Demikianlah Ramadhan dengan segala kualitas terbaik apabila datang kepada manusia-manusia terbaik, orang-orang yang beriman, maka akan menghasilkan kolaboasi terbaik. Orang-orang beriman akan sibuk memperbaiki dirinya, memperbaiki kualitas ibadah wajibnya, menambah kuantitas ibadah sunahnya, mengkhatamkan bacaan Qurannya, melengkapi ibadah jamaahnya. Seperti kopi dan air mendidih, orang beriman tidak bisa dipisahkan dari kenikmatan beribadah di bulan Ramadhan. Keduanya telah menyatu.

Di samping itu, Ramadhan akan menjadi miniatur peradaban manusia yang madani. Manusia yang sederhana, tidak berlebih-lebihan dalam setiap tindakan. Karena Ramadhan akan mengajarkan manusia untuk berpuasa, menahan ego dan emosi, merasakan kepahitan hidup orang-orang miskin. Ramadhan adalah waktu paling tepat untuk menemukan contoh manusia yang peduli pada sesama, karena pada waktu itu manusia berlomba-lomba melakukan kebaikan. Terinspirasi dari kepahitan yang dirasakan oleh orang-oang miskin dengan berpuasa, maka mereka membayar zakat fitrah. Belum lagi sedekah-sedekah sunah yang dikeluarkan di bulan Ramadhan, ibarat air yang mengalir dari mata air, tiada hentinya.

Sebaliknya, walaupun biji kopi terbaik yang diracik oleh peracik terbaik diletakkan begitu saja di atas sebuah batu tanpa diseduh dengan air, maka ia tidak akan memberi pengaruh apapun pada batu tersebut. Ia tidak akan menghasilkan aroma nikmat. Ia hanya terpajang belaka. Bila waktunya datang, angin akan menghembusnya. Hujan akan membawanya mengalir. Tidak ada bekas sama sekali, tidak ada kolaborasi cantik, tidak ada kenikmatan pada kopi terbaik sekalipun.

Demikianlah jika Ramadhan datang pada orang-orang yang hanya menjadikan Ramadhan sebagai sebuah festival, sebuah perayaan budaya tahunan. Mereka menyambut Ramadhan seolah bersuka cita, padahal hanya rekayasa belaka, untuk kepentingan pragmatisnya. Maka di sana tidak ada dimensi spiritualnya. Mengutip Kurnia JR, “Sebulan Kemustahilan” pada Opini Harian Kompas (6/6), “Ketika agama sudah jadi sekedar kegiatan budaya, maka hasilnya adalah festival. Peribadatan jadi perayaan, doa jadi nyanyian. Di sana ada nyanyian.
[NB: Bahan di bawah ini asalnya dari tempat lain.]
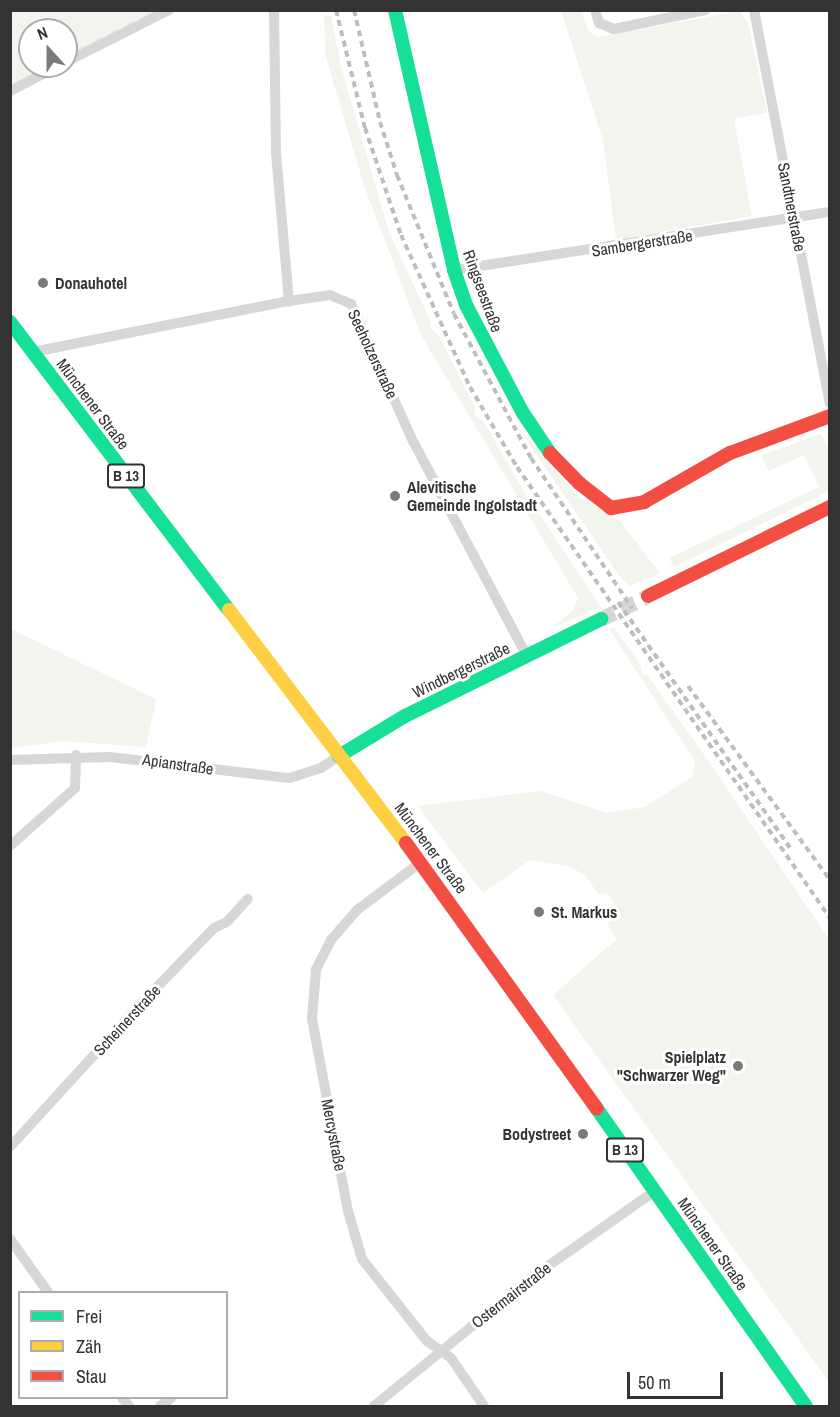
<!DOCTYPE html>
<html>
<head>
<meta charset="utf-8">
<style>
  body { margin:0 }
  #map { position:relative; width:840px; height:1417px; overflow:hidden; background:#fff; font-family:"Archivo Narrow",sans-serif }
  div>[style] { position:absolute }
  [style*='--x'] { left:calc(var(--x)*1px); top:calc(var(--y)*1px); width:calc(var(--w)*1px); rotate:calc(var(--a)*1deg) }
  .green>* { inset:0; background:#f1f5ed }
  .secondary-tunnel>* { height:15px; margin-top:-7.5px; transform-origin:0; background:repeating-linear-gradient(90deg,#d6d6d6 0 15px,transparent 0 23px) }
  .street>* { height:10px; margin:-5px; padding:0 5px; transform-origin:5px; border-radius:5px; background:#d7d7d7 }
  .fast>* { height:14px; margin:-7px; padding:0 7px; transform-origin:7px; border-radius:7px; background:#16e098 }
  .slow>* { height:14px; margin:-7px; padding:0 7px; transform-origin:7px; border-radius:7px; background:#ffcf43 }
  .jam>* { height:14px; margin:-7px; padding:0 7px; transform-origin:7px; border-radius:7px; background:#f24e42 }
  .rail>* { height:4px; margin-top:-2px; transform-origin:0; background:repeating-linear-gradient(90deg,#bebebe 0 6px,transparent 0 10.5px) }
  .dots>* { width:16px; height:16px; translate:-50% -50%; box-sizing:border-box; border:3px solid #fff; border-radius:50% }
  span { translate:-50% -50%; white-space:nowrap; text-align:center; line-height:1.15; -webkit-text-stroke:6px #fff; paint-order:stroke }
  .shield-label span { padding:2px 4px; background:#fff; border:2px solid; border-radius:4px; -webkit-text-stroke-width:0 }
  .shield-label { font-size:15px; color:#333; font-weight:700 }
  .street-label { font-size:16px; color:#333 }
  .poi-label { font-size:16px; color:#333; font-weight:700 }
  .left { translate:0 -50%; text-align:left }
  .right { translate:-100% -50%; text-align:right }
  .frame { position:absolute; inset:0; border:12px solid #333; pointer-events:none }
  .legend { position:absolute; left:18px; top:1291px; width:210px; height:108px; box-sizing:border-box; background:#fff; border:2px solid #adadad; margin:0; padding:8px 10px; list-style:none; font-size:18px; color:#333 }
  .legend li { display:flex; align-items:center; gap:12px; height:30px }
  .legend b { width:30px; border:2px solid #adadad }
  .north { position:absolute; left:18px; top:18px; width:60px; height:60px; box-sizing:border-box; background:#fff; border:2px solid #adadad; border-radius:50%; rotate:339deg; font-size:16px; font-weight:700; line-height:24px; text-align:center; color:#333 }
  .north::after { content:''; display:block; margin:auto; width:21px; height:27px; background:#7a7a7a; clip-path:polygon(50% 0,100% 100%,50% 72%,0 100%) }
  .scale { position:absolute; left:627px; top:1372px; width:96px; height:27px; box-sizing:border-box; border:3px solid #333; border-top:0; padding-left:8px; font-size:18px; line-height:21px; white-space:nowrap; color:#333; -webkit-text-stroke:4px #fff; paint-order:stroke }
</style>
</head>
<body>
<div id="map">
  <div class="green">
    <i style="clip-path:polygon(10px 11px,162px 11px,66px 57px,66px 30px,30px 30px,30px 66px,47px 66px,11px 85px)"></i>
    <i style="clip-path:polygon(561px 11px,582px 11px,588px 30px,598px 37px,739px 11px,748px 22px,767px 112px,734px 119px,752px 216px,616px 240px,603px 140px)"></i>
    <i style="clip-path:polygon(324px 15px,331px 16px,341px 67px,389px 232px,431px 322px,430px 328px,439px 336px,475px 407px,474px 414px,484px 422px,528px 499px,527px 504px,536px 509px,601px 607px,552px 628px,573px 610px,578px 598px,421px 335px,364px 186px,326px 57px)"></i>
    <i style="clip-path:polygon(517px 426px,577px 496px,620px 521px,660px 573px,630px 586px,620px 577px)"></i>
    <i style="clip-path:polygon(821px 434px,829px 450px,829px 491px,674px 567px,669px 558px,819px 487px,804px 455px,769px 471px,761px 455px)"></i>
    <i style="clip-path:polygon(614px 627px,640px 664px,642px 674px,647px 675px,707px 759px,829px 939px,829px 1382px,553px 995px,617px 939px,607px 924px,621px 914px,607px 893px,599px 895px,585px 875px,568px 866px,530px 860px,483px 893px,418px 806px,541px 791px,607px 813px,645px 807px,692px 777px,695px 761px,609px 629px)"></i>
    <i style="clip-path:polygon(11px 629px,156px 699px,146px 747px,64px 741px,11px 748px)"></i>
  </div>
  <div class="secondary-tunnel">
    <i style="--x:601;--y:619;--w:52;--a:-26.1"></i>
  </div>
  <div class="street">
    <i style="--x:274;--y:10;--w:143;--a:89.2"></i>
    <i style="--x:276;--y:153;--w:149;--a:85"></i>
    <i style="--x:289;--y:301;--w:41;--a:-8.3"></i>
    <i style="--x:330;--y:295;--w:23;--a:23"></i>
    <i style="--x:351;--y:304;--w:150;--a:65.7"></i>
    <i style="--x:413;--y:441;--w:243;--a:62.1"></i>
    <i style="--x:595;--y:10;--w:14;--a:73"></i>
    <i style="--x:599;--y:23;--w:16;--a:22"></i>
    <i style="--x:614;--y:29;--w:93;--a:-11.8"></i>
    <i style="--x:754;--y:10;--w:400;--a:79.1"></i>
    <i style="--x:66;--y:62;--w:115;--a:-26.8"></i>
    <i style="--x:10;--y:91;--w:54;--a:-27.5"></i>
    <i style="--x:454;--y:270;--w:380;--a:-8.8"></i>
    <i style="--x:33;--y:352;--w:261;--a:-11.3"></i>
    <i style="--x:10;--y:760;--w:100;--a:-1.7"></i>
    <i style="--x:110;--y:757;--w:181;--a:6.7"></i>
    <i style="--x:290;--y:778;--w:33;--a:-18"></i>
    <i style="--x:321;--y:768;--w:22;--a:-34"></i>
    <i style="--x:10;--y:846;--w:87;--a:-41.7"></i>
    <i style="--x:75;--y:788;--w:33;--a:-88"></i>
    <i style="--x:421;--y:862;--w:80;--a:143.1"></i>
    <i style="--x:357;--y:910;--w:40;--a:131"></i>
    <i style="--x:331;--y:940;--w:34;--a:117"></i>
    <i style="--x:316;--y:970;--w:49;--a:94.7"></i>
    <i style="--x:312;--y:1019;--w:195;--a:79.4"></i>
    <i style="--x:348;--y:1211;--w:50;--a:73.7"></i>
    <i style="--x:362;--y:1259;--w:105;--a:51.6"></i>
    <i style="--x:427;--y:1341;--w:29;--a:35"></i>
    <i style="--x:451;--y:1358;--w:58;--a:55.5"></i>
    <i style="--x:10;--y:1147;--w:187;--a:-47.6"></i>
    <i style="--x:136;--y:1009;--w:112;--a:-46.1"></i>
    <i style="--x:214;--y:928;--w:14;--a:-25"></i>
    <i style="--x:227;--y:922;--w:31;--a:-48"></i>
    <i style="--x:10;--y:1239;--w:65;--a:54.4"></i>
    <i style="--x:122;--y:1398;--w:11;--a:49"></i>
    <i style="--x:160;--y:1406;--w:14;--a:-36"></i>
    <i style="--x:374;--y:1406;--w:203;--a:-39.2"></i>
    <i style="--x:531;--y:1278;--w:151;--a:-35.1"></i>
  </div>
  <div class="fast">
    <i style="--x:395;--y:10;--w:267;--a:77.2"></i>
    <i style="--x:454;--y:270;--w:37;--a:71"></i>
    <i style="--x:466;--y:305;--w:122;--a:62.2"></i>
    <i style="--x:523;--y:413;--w:48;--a:56"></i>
    <i style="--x:10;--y:322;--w:362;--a:52.8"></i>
    <i style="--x:339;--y:756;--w:77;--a:-31.2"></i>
    <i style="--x:405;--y:716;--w:219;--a:-26.3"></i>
    <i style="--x:597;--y:1109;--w:363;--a:54.9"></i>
  </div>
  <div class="slow">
    <i style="--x:229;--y:610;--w:293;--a:52.8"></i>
  </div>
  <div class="jam">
    <i style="--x:550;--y:453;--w:42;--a:46"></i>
    <i style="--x:579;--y:483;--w:41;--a:38"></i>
    <i style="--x:611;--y:508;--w:34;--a:-10"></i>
    <i style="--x:644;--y:502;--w:99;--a:-29.7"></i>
    <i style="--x:730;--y:453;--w:107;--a:-20.3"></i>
    <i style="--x:648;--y:596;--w:203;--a:-26.1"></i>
    <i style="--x:406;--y:843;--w:327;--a:54.3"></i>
  </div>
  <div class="rail">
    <i style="--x:336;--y:10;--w:122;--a:76.2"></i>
    <i style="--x:365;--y:128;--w:113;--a:71.4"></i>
    <i style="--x:401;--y:235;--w:167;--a:65.6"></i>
    <i style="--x:470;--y:387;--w:93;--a:59.6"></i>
    <i style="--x:517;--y:467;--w:549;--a:55.24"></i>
    <i style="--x:354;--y:10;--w:115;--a:76.9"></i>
    <i style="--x:380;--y:122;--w:56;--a:72.2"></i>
    <i style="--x:397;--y:175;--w:150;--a:67.7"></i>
    <i style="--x:454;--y:314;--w:163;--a:61.9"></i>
    <i style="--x:531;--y:458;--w:181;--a:56"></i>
    <i style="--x:618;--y:602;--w:300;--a:55"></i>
    <i style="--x:688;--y:686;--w:240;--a:53.8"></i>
  </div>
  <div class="dots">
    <i style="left:43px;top:283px;background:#7a7a7a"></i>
    <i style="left:395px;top:496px;background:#7a7a7a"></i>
    <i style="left:539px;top:912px;background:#7a7a7a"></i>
    <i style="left:738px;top:1066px;background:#7a7a7a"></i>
    <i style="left:583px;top:1134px;background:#7a7a7a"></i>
  </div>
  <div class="shield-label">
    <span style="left:126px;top:476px">B 13</span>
    <span style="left:625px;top:1150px">B 13</span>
  </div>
  <div class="street-label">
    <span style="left:792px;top:207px;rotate:79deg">Sandtnerstraße</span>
    <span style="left:642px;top:243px;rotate:-9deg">Sambergerstraße</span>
    <span style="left:483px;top:291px;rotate:70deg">Ringseestraße</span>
    <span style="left:373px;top:354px;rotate:65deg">Seeholzerstraße</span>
    <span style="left:93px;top:404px;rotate:53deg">Münchener Straße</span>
    <span style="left:461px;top:670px;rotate:-26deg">Windbergerstraße</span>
    <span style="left:178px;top:764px;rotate:8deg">Apianstraße</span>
    <span style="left:431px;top:848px;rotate:53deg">Münchener Straße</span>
    <span style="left:127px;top:1020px;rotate:-47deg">Scheinerstraße</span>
    <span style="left:334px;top:1135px;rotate:79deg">Mercystraße</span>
    <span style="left:713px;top:1244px;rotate:55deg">Münchener Straße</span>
    <span style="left:511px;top:1295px;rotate:-38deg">Ostermairstraße</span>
  </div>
  <div class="poi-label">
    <span class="left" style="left:55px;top:283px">Donauhotel</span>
    <span class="left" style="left:407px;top:496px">Alevitische<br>Gemeinde Ingolstadt</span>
    <span class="left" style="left:551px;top:912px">St. Markus</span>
    <span class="right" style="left:726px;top:1066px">Spielplatz<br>"Schwarzer Weg"</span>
    <span class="right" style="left:571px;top:1134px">Bodystreet</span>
  </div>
  <div class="frame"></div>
  <ul class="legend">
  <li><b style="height:8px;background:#16e098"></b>Frei</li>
  <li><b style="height:8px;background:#ffcf43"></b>Zäh</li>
  <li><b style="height:8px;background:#f24e42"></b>Stau</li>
  </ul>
  <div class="north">N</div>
  <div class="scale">50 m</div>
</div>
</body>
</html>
Di sana ada keramaian, kemeriahan, bunyi-bunyian tarian, sajian kuliner, pameran busana dan aksesori, serta simbol-simbol warna dan benda”.
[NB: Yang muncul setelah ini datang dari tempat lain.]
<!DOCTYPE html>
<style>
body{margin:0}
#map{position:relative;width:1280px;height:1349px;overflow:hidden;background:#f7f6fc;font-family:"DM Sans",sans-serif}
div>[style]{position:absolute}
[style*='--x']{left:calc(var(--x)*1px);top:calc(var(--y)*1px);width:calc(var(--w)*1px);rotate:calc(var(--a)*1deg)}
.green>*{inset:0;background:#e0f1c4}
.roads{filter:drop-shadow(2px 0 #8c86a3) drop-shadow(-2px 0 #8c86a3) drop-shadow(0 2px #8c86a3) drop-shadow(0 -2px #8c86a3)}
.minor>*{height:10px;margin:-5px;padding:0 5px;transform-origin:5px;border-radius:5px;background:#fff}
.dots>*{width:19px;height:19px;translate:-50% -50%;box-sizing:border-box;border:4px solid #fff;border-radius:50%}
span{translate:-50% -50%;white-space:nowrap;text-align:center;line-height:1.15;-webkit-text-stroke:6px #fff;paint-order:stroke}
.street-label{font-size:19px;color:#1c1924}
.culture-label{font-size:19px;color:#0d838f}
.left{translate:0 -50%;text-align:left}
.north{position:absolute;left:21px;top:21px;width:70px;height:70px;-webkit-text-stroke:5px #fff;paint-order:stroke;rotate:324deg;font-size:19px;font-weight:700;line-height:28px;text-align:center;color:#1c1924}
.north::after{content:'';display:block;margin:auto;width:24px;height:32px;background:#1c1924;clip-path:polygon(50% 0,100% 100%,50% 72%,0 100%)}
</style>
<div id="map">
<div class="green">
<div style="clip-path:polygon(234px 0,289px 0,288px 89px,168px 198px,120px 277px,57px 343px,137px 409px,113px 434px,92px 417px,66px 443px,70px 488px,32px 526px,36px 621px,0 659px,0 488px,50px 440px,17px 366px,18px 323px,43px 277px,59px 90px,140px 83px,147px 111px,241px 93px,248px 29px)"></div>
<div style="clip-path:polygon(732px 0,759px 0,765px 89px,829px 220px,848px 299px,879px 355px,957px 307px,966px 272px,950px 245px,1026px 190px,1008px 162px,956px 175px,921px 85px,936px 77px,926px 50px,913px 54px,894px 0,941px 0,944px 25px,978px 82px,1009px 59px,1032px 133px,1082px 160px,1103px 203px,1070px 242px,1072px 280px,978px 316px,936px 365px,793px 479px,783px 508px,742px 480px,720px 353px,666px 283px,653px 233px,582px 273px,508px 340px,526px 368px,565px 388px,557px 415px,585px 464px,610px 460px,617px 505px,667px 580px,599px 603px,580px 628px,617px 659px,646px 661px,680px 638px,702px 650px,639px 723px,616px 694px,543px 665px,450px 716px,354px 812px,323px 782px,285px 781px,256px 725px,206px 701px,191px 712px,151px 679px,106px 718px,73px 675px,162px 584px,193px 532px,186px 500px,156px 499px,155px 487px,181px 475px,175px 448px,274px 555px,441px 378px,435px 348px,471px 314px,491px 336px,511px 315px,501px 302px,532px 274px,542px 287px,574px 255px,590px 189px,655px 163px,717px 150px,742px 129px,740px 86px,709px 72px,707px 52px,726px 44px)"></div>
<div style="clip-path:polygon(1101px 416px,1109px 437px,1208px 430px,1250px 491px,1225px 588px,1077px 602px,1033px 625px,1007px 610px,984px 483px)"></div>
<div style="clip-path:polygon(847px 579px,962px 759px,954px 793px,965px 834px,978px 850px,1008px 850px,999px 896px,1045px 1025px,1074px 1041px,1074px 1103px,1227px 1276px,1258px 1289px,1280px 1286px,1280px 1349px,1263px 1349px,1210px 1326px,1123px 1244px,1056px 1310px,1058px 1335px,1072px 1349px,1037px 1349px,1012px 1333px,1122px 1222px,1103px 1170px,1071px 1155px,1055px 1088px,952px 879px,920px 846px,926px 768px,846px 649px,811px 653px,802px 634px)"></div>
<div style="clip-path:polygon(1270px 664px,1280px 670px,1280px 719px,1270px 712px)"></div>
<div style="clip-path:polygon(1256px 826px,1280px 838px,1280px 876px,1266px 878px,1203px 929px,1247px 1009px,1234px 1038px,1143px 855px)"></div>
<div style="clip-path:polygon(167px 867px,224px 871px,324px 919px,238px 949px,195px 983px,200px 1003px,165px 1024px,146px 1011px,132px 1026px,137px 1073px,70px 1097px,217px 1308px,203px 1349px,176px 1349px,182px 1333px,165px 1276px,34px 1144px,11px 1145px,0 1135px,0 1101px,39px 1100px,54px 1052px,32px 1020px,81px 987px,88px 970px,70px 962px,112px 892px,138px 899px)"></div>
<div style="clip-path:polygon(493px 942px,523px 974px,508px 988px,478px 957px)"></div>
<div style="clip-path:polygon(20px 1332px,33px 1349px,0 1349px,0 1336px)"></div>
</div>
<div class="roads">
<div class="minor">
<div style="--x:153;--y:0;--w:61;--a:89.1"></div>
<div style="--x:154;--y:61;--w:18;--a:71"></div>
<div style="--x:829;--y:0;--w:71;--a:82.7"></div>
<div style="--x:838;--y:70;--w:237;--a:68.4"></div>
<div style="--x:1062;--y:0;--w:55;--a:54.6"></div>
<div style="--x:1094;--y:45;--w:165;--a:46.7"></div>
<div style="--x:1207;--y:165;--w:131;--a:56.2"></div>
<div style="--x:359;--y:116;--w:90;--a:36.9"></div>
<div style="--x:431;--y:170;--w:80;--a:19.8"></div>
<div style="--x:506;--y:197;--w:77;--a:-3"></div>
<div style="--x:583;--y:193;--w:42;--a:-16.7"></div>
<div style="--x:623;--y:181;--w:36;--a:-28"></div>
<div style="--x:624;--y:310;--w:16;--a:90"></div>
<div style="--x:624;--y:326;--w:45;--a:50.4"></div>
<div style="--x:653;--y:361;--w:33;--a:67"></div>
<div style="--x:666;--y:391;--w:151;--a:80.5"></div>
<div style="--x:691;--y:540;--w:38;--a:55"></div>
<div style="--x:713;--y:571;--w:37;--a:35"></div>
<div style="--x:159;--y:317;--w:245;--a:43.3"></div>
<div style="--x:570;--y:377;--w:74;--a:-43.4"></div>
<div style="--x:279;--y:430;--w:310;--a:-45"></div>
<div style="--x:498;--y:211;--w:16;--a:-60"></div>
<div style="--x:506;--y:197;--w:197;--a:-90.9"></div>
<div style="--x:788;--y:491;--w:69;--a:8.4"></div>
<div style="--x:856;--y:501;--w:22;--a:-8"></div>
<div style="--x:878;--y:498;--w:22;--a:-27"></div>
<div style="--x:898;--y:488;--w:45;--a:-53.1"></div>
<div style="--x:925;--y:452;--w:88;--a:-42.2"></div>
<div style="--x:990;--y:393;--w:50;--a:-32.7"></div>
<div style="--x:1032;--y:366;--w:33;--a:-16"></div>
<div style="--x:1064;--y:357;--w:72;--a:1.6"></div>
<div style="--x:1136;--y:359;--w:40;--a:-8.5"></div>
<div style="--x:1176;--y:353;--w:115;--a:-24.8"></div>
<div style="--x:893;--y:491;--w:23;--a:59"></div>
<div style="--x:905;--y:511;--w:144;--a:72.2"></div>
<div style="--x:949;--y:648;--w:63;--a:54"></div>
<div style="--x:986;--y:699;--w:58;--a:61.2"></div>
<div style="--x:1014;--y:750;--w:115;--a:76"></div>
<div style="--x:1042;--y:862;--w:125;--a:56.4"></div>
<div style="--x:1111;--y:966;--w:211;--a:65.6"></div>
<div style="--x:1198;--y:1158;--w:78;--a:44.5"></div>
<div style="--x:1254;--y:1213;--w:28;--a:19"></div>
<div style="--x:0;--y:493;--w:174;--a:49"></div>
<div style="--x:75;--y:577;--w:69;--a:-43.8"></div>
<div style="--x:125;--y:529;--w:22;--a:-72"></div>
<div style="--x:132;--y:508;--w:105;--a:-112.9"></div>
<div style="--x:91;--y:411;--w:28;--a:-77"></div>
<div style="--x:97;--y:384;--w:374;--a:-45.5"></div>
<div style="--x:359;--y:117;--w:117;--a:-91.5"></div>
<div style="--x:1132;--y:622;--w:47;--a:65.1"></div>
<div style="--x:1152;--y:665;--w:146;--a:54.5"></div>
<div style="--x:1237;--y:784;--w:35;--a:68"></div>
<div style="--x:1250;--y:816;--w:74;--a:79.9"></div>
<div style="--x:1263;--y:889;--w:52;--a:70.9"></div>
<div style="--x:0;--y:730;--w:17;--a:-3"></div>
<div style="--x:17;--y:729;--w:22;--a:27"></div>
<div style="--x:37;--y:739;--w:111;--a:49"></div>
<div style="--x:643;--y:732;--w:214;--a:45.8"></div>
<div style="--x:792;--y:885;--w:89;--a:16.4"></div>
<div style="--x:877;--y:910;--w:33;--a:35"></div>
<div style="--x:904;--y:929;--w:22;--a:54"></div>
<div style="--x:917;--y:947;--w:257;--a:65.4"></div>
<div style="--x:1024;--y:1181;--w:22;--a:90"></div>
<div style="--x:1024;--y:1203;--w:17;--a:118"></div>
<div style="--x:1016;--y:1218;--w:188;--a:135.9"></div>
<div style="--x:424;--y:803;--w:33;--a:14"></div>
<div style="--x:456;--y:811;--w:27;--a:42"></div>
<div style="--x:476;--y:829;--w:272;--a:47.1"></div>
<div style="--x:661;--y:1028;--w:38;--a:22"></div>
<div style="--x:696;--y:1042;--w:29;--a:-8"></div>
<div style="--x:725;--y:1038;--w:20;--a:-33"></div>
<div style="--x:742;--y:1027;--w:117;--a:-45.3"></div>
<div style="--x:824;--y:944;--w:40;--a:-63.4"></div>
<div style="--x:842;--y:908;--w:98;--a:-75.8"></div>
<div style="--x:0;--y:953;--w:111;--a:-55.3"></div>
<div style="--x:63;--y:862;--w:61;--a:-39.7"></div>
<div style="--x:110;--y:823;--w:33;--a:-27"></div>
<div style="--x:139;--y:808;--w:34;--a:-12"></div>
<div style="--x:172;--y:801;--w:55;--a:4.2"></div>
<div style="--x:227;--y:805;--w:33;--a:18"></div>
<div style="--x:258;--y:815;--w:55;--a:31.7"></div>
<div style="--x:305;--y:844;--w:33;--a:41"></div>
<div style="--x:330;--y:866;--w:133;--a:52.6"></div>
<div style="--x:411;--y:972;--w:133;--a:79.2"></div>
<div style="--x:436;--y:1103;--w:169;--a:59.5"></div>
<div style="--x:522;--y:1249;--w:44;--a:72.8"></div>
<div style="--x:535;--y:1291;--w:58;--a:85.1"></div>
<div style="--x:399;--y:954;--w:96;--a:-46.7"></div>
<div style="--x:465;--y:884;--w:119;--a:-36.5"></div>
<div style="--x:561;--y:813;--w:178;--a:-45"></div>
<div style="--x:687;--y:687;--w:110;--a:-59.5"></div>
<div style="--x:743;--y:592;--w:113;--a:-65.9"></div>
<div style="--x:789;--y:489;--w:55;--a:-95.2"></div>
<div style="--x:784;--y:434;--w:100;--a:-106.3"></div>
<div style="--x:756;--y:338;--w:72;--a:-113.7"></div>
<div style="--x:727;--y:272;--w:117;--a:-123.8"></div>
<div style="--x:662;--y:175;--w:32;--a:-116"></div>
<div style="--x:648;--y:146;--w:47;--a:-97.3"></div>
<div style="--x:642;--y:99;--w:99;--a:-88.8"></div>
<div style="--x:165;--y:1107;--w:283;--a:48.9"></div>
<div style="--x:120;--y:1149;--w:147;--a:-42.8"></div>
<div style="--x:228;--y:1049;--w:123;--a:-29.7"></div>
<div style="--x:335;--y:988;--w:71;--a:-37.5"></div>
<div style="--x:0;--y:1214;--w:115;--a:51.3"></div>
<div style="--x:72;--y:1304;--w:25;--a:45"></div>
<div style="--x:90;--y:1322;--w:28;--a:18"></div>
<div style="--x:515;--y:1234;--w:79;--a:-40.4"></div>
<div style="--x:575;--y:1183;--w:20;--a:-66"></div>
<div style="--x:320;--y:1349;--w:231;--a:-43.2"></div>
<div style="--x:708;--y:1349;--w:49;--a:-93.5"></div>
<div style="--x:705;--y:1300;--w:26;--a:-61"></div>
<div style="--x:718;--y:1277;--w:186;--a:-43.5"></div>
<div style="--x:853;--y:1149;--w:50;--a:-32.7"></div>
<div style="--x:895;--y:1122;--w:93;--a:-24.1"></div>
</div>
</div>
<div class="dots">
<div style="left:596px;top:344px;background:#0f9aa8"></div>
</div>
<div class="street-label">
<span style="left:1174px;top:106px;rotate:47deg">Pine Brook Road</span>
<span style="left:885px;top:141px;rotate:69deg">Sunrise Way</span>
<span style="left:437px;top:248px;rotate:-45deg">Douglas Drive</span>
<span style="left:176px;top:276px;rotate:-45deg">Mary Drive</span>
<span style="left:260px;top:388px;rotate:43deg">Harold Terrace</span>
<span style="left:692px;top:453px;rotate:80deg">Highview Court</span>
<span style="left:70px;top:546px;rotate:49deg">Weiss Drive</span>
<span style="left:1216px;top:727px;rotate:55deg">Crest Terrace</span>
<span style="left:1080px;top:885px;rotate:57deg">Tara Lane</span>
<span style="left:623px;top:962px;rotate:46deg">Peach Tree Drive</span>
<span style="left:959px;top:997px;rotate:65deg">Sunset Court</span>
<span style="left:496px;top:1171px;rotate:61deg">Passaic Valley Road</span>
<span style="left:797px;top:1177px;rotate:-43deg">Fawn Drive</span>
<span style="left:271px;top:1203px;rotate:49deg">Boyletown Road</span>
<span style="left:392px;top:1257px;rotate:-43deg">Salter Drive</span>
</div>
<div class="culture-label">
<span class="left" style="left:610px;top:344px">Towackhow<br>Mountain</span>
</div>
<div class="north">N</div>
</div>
Ramadhan yang dijalani dengan cara seperti ini akan terbang tanpa meninggalkan kesan bagi pelaksananya. Seperti kopi di atas batu yang diterbangkan angin dan dibawa hujan, ia hilang tanpa bekas. Ia kembali ke bentuk semula, keras, sunyi, dan tidak berubah.

Semoga Ramadhan kita adalah Ramadhan tebaik yang datang pada hamba terbaik. Wallahu a’lam.